As shown in Figure 8.11 for the Beni Haroun project, the intention is to construct an RCC cofferdam as the upstream.

RAISING CONCRETE DAMS

• General
• Design considerations
• Representative project
• Representative project

The tests aimed to determine the quality (deterioration due to aging effects), strength, Young's modulus, thermal properties and temperature of the existing dam. The other critical factor was to design the RCC so that its ultimate compressive strength and modulus would be close to the existing embankment concrete.
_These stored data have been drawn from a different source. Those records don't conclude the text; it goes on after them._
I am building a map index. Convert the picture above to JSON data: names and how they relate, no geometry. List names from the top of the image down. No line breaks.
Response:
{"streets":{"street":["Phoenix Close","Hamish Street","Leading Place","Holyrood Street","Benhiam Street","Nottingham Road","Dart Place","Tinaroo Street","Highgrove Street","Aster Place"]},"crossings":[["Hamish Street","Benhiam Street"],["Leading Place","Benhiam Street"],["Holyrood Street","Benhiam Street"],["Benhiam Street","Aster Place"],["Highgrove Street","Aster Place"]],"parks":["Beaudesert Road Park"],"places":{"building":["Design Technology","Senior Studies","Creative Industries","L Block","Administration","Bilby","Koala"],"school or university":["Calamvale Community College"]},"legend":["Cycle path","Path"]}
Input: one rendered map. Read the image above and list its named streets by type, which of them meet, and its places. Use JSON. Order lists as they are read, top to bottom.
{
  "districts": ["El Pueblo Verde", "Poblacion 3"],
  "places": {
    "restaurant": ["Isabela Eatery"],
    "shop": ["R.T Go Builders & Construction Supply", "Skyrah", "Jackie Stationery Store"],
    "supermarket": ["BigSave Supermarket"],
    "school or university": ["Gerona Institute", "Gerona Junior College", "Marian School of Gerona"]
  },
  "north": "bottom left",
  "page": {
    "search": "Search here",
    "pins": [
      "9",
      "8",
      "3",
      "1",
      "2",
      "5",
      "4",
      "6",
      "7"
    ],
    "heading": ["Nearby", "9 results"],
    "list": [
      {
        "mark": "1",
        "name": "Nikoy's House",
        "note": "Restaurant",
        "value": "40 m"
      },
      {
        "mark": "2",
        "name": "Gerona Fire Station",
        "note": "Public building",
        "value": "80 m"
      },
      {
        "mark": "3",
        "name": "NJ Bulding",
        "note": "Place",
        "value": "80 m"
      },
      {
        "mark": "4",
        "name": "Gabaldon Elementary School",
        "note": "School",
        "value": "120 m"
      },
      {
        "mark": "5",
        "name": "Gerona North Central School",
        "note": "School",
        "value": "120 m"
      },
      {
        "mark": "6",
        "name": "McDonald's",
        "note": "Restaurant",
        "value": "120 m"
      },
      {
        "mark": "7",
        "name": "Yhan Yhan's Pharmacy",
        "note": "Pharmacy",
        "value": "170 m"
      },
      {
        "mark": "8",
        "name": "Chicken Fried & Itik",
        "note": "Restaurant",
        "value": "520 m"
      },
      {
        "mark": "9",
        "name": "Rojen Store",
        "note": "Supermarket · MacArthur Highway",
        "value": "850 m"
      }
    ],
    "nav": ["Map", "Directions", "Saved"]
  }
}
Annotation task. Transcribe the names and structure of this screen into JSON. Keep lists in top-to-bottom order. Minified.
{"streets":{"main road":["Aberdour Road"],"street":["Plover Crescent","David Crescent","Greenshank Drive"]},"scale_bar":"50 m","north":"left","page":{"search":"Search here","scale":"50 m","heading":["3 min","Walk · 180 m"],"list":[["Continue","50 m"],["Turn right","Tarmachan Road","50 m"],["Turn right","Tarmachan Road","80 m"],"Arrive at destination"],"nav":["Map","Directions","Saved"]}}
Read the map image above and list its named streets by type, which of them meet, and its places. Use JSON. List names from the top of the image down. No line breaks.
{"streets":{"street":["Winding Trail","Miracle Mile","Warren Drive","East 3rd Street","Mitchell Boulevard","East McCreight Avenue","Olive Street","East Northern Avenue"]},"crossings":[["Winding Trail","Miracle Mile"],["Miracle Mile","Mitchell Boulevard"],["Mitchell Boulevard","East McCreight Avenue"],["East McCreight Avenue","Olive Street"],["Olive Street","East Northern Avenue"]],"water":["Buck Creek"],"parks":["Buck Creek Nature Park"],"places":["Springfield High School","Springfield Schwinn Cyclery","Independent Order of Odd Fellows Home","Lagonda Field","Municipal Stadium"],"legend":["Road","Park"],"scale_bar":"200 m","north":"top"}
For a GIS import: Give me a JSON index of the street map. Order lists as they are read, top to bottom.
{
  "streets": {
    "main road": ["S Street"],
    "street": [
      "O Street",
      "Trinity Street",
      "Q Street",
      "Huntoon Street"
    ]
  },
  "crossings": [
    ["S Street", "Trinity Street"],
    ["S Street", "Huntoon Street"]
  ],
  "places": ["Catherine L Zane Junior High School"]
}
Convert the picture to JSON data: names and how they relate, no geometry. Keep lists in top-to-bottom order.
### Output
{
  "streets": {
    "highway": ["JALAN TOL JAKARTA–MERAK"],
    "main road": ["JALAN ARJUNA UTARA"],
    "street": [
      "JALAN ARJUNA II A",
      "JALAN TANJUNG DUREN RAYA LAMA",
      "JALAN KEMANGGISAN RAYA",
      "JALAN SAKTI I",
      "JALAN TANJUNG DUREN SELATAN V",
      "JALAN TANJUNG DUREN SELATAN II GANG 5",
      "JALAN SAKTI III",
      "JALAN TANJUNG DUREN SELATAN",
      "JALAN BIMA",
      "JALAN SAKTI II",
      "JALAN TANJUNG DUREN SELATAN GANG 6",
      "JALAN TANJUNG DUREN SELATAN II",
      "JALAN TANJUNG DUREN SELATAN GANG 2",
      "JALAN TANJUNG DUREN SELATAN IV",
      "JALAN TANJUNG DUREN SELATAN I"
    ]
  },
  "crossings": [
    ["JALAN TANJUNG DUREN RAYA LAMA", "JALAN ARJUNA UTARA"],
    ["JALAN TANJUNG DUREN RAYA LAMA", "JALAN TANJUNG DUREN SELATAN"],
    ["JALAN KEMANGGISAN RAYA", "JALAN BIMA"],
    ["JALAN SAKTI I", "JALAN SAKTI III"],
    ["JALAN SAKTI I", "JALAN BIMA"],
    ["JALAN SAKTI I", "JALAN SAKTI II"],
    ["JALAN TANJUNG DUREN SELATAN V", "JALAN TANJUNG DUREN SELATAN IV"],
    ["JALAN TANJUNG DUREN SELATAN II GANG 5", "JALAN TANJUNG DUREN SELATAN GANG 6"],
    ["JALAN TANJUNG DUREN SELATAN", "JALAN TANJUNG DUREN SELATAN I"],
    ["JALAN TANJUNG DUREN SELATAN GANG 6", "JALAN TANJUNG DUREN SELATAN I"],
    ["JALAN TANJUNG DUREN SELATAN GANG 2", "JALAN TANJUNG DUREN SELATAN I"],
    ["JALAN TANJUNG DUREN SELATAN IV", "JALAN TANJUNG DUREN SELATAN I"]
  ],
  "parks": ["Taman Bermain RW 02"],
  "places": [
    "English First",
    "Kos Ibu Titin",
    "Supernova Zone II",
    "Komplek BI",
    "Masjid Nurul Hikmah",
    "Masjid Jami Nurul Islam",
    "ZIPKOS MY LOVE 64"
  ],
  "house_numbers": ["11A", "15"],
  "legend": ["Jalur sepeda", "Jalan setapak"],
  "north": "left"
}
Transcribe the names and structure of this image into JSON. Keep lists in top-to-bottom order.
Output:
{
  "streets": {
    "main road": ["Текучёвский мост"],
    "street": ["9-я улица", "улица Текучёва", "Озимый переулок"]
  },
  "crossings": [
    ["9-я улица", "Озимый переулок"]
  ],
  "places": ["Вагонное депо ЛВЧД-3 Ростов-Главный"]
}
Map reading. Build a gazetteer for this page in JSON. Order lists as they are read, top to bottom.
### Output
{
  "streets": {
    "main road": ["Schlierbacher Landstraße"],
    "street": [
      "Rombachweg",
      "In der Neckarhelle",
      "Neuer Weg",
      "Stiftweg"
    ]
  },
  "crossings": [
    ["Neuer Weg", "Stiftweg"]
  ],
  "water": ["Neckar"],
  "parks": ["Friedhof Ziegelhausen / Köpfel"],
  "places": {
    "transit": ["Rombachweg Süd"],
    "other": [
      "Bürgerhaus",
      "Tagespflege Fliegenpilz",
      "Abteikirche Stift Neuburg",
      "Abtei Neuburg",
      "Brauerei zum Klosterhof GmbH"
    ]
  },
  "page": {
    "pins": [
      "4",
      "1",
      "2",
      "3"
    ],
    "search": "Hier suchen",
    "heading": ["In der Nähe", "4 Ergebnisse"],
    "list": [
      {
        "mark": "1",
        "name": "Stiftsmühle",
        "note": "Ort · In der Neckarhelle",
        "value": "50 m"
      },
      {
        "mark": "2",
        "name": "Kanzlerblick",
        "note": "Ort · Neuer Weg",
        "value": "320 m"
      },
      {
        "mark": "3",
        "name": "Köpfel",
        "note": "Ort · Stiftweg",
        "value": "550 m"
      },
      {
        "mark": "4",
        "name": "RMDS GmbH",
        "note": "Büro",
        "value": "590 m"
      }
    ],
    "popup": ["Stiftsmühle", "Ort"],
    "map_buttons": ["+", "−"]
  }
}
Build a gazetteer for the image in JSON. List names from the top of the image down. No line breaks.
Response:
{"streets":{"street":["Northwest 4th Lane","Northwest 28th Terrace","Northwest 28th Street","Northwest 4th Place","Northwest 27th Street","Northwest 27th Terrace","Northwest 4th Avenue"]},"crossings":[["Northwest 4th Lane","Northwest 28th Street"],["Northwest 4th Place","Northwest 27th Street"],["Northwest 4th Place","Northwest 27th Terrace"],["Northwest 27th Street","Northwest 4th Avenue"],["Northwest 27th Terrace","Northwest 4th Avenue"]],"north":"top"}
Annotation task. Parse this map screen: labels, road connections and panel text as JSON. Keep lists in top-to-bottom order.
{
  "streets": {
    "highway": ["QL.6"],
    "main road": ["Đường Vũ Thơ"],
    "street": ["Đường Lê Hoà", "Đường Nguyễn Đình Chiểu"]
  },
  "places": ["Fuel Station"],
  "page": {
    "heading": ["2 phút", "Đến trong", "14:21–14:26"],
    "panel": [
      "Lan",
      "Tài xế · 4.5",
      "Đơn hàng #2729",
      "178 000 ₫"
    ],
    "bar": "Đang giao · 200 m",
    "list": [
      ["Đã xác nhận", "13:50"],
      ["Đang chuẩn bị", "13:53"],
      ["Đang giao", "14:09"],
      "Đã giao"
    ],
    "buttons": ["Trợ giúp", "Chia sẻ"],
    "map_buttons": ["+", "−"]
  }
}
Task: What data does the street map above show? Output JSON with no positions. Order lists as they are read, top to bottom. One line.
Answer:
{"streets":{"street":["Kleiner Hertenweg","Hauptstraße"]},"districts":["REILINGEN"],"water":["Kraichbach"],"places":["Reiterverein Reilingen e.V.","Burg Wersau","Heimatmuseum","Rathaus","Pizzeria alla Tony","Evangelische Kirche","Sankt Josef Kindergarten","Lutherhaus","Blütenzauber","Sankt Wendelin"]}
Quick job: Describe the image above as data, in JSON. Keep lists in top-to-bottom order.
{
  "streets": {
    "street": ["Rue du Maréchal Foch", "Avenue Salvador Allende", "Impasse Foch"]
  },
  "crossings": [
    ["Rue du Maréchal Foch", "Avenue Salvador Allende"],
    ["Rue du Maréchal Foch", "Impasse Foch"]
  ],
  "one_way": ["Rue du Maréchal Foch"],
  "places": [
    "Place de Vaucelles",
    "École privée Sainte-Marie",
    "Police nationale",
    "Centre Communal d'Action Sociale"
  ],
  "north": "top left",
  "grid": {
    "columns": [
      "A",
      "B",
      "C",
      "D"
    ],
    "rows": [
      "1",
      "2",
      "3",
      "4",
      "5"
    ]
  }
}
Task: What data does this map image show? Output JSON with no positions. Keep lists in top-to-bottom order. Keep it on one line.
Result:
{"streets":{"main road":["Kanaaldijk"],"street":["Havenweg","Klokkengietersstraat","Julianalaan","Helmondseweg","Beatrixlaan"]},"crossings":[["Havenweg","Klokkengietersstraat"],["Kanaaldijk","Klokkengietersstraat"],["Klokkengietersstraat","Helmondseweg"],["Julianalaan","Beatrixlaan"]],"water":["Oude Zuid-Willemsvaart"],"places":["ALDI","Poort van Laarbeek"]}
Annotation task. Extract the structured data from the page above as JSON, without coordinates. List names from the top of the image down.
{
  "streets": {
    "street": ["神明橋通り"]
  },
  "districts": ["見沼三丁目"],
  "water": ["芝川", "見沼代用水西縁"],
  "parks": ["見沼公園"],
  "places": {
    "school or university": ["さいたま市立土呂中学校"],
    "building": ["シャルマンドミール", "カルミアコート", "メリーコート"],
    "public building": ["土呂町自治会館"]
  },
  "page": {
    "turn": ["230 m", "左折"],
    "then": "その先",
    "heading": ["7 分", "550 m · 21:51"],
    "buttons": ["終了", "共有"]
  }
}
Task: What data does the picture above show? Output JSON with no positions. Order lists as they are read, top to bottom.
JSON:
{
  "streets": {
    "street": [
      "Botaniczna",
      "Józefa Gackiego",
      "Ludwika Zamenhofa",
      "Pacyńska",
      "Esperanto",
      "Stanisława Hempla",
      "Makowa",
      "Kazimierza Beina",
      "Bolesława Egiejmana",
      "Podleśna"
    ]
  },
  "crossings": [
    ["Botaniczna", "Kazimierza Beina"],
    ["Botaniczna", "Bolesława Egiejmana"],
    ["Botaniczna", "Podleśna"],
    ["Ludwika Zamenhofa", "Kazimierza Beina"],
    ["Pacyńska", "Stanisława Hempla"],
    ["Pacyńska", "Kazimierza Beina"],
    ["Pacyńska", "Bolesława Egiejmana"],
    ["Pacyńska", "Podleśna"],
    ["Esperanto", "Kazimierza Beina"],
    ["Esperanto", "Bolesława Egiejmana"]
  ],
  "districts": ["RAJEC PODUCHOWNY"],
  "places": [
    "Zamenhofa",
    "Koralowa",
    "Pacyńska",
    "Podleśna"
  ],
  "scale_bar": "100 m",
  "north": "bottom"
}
A more detailed discussion of the RCC mix design program was presented by Zhou et al (2009).

As shown in Figure 8.15, the dam includes a wall at the upper part of the embankment.

CONCLUSIONS

RCC ARCH DAMS

• INTRODUCTION
• DESIGN OF RCC ARCH DAMS
• Introduction
• RCC arch dams in China
• Layout
• Arch geometry and cross section
• Short structural joint
• Hinge joint
• Arch dams
• Arch-gravity dams and curved gravity dams
• Arch and arch-gravity dams using low stress-relaxation creep RCC
• RCC MATERIALS & MIXES FOR ARCH DAMS
• General
• RCC arch dams in China
• Arch dams outside China
• THERMAL STRESS ANALYSIS
• THERMAL CONTROL
• General
• Pre-cooling
• Post-cooling
• Joint forming systems
• Groutable transverse contraction joint
• Joint grouting
• Special materials
• INSTRUMENTATION
• PERFORMANCE
• Construction
• In operation
• REFERENCES

Although the RCC arch dams built in China to date generally exhibit relatively simple geometry, many of the structures have a low base thickness/height (W/H) ratio and more recent dams have been built with double curvature (Wang, 2007). RCC installation rates for arch dams are generally lower than for gravity dams due to several of the above issues; And. The contraction joint system is installed together with/as part of the transverse joint induction system; And.

Structural analysis demonstrates that high tensile stresses often develop in RCC arch dams at the upstream face against the abutments and in the lower portions of the crown at the downstream face as the arches bend under load.